Par une décision rendue ce 27 janvier 2026, la Chambre criminelle de la Cour de cassation confirme sa jurisprudence : les collaborateurs occasionnels du service public (COSP) ne peuvent prétendre à une rémunération pour leur temps de transport, marquant ainsi une frontière nette avec le droit du travail classique.
Le statut de collaborateur du service public de la justice comporte ses avantages, mais aussi ses rigueurs comptables. C’est ce que vient de rappeler la Cour de cassation à une interprète-traductrice qui contestait la taxation de ses frais de mission. Cette dernière réclamait le paiement de 58 minutes de trajet pour chacune de ses interventions, considérant que ce temps constituait un temps de travail effectif.
Le litige : temps de trajet vs mise à disposition
L’interprète soutenait que, durant son trajet, elle restait à la disposition de l’autorité judiciaire et ne pouvait vaquer librement à ses occupations. Elle invoquait notamment le droit de l’Union européenne (Directive 2003/88/CE) et la jurisprudence de la Chambre sociale de la Cour de cassation, qui reconnaît parfois le temps de trajet des salariés itinérants comme du temps de travail.
Toutefois, les juges du fond, suivis par la Haute juridiction, ont balayé cette argumentation en s’appuyant sur une lecture stricte du Code de procédure pénale (articles R. 110 et R. 122).
Trois arguments clés pour écarter la rémunération du trajet
La Cour de cassation fonde son rejet sur trois piliers juridiques :
- L’absence de subordination salariale : L’interprète est un collaborateur du service public et non un salarié. Par conséquent, les dispositions protectrices du Code du travail sur le temps de travail effectif ne lui sont pas applicables.
- La définition de la « mise à disposition » : Pour la Chambre criminelle, celle-ci débute à l’heure fixée par la convocation sur les lieux et se termine à la fin de la mission.

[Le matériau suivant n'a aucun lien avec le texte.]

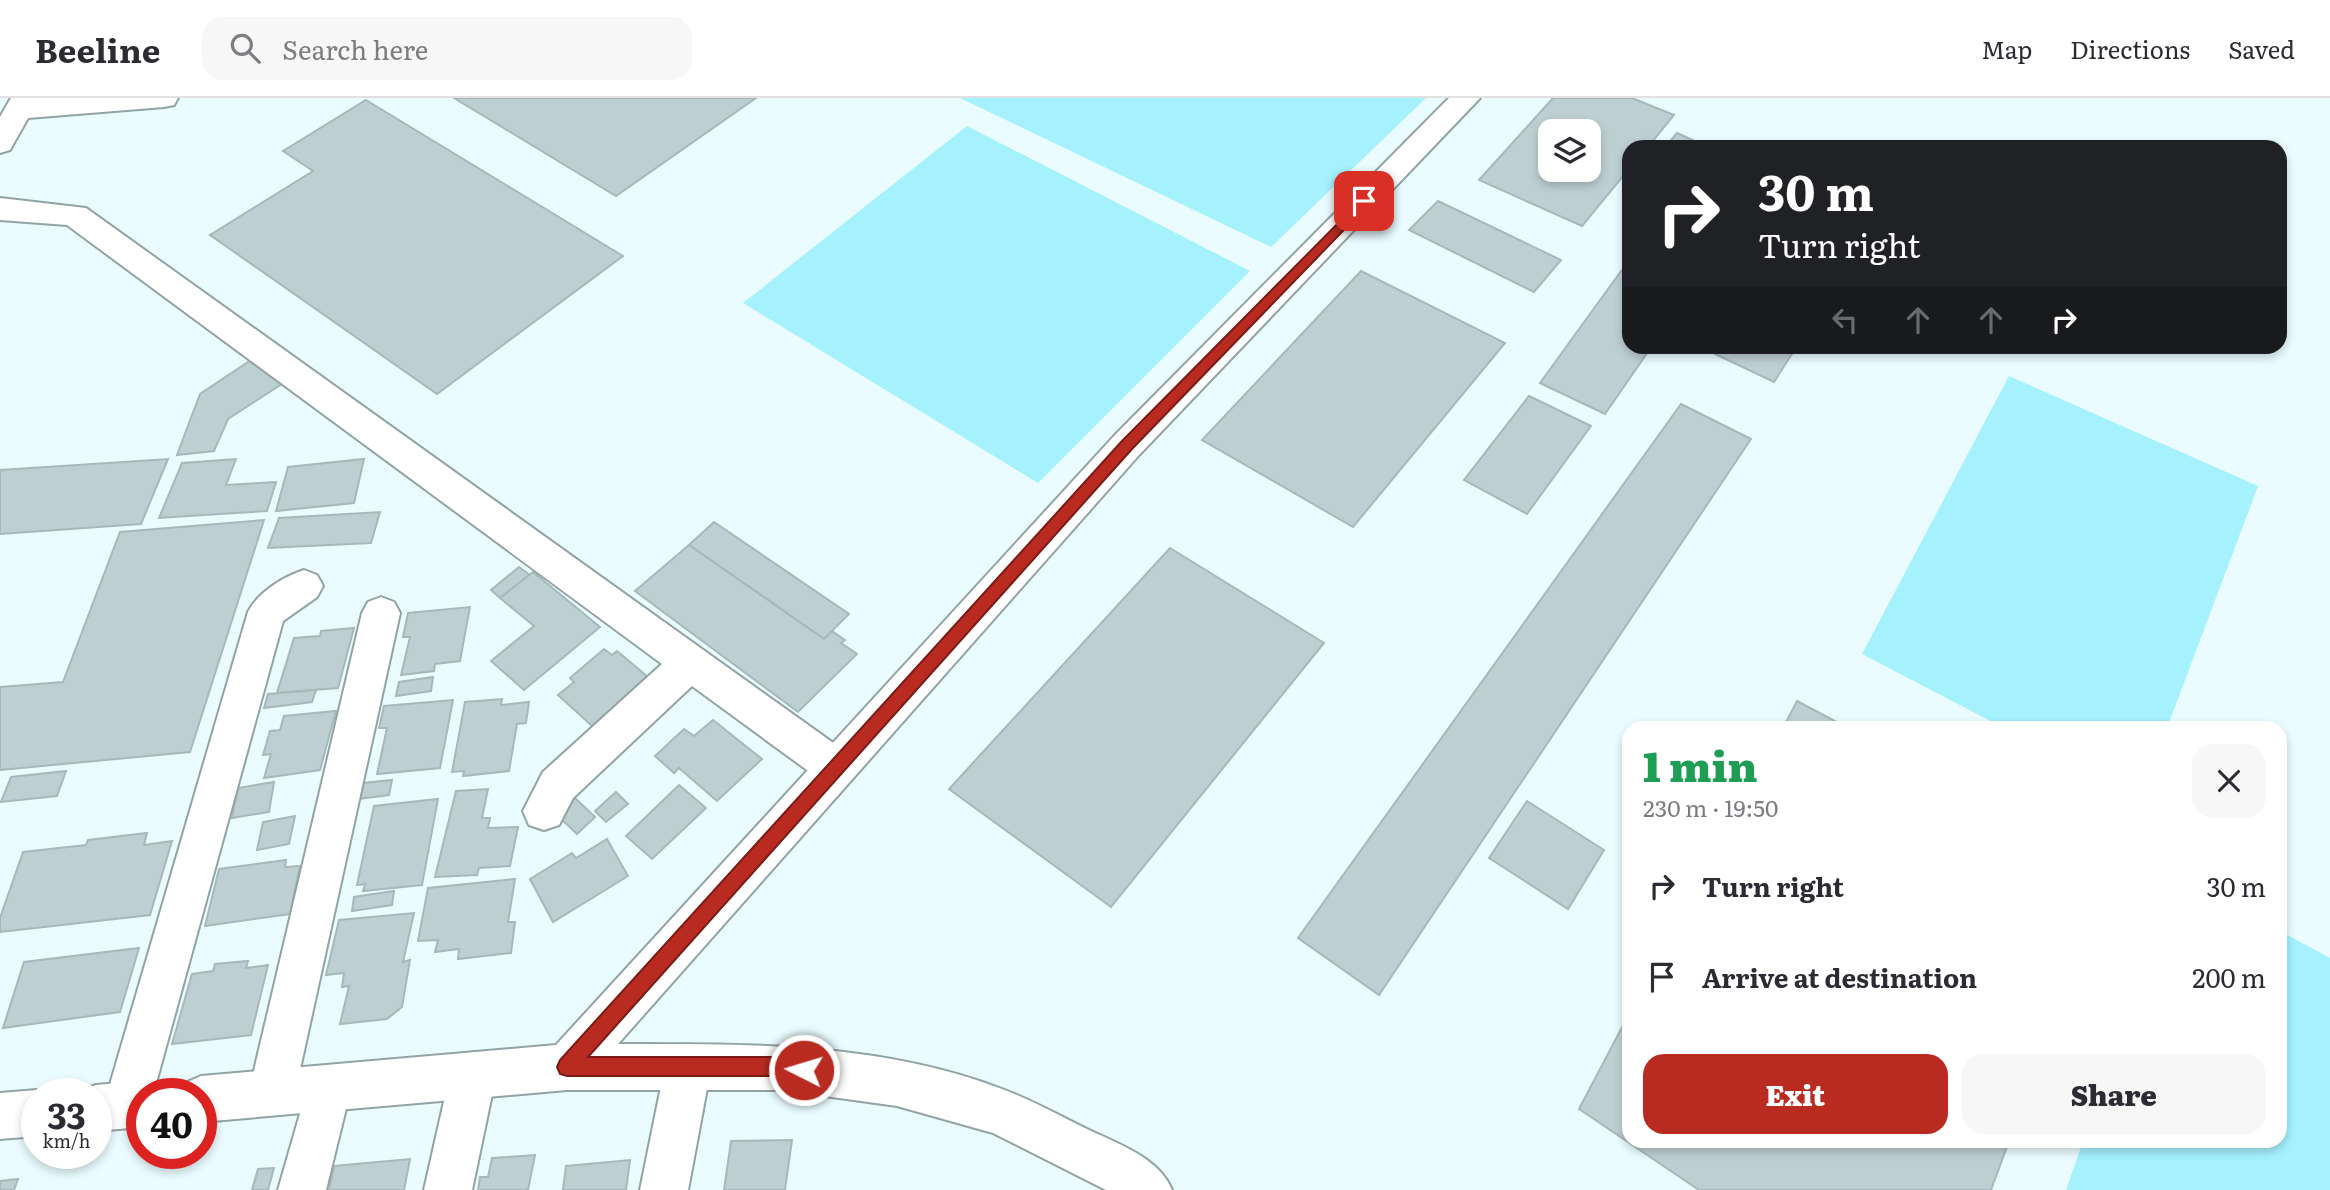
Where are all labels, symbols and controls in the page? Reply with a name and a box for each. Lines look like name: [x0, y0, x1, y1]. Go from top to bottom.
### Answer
search box: [202, 17, 692, 80]
text: Beeline: [35, 24, 160, 73]
icon: search: [226, 29, 264, 67]
text: Search here: [282, 29, 428, 68]
text: Map: [1981, 31, 2032, 66]
text: Directions: [2070, 31, 2190, 66]
text: Saved: [2228, 31, 2295, 66]
map controls: [1538, 119, 1601, 182]
button: layers: [1538, 119, 1601, 182]
text: 30 m: [1758, 153, 1874, 226]
icon: right: [1643, 168, 1734, 259]
pin: [1334, 171, 1394, 231]
icon: arrive: [1345, 182, 1383, 220]
text: Turn right: [1758, 220, 1920, 268]
icon: left: [1826, 301, 1864, 339]
icon: ahead: [1899, 301, 1937, 339]
icon: ahead: [1972, 301, 2010, 339]
icon: right: [2045, 301, 2083, 339]
text: 1 min: [1643, 733, 1758, 795]
button: close: [2192, 744, 2266, 818]
text: 230 m · 19:50: [1643, 790, 1778, 824]
text: Turn right: [1702, 866, 1844, 905]
text: 30 m: [2206, 866, 2266, 905]
icon: right: [1643, 867, 1681, 905]
text: Arrive at destination: [1702, 957, 1977, 996]
text: 200 m: [2192, 957, 2266, 996]
icon: arrive: [1643, 958, 1681, 996]
position arrow: [767, 1033, 841, 1107]
button: Exit: [1643, 1054, 1948, 1134]
button: Share: [1962, 1054, 2266, 1134]
speed limit sign: 40: [126, 1078, 217, 1169]
text: 33: [47, 1088, 86, 1140]
text: km/h: [43, 1127, 90, 1154]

Le trajet est une étape préalable, déjà couverte forfaitairement par les indemnités de déplacement, et non une période d’activité professionnelle rémunérée à l’heure.

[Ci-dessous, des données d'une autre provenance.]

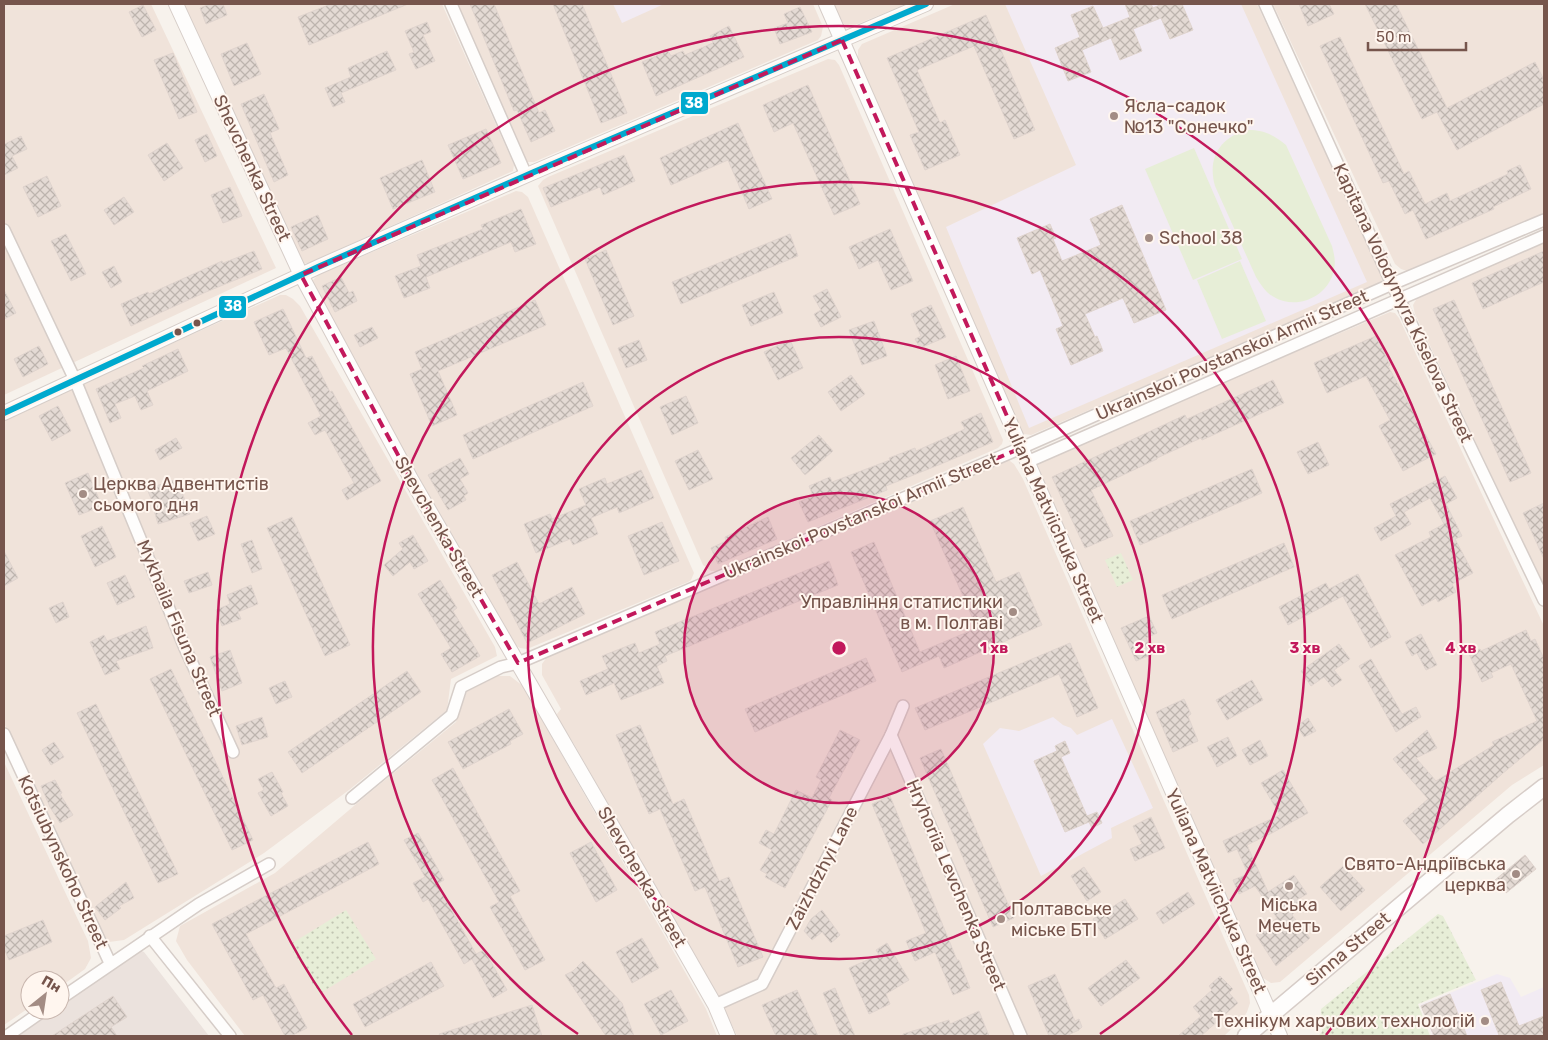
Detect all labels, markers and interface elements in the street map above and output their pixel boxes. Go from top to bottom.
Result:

- L’exclusion du droit européen : La Cour a estimé qu’il n’y avait pas lieu de poser une question préjudicielle à la Cour de justice de l’Union européenne (CJUE). Elle considère que la situation des interprètes judiciaires est suffisamment claire : ils ne sont pas des travailleurs au sens de la directive sur l’aménagement du temps de travail lorsqu’ils se déplacent vers une juridiction.
| Notion | Régime pour l’interprète judiciaire |
| Temps de présence | Rémunéré (de l’heure de convocation à la fin de mission) |
| Temps d’attente | Rémunéré (si sur place et pour la même autorité) |
| Temps de trajet | Non rémunéré (indemnisé uniquement via les frais de déplacement) |
Cet arrêt confirme une solution déjà esquissée en 2015. Pour les experts et interprètes, le message est limpide : si le trajet fait partie de la contrainte de la mission, il ne fait pas partie de la prestation de service facturable à l’heure.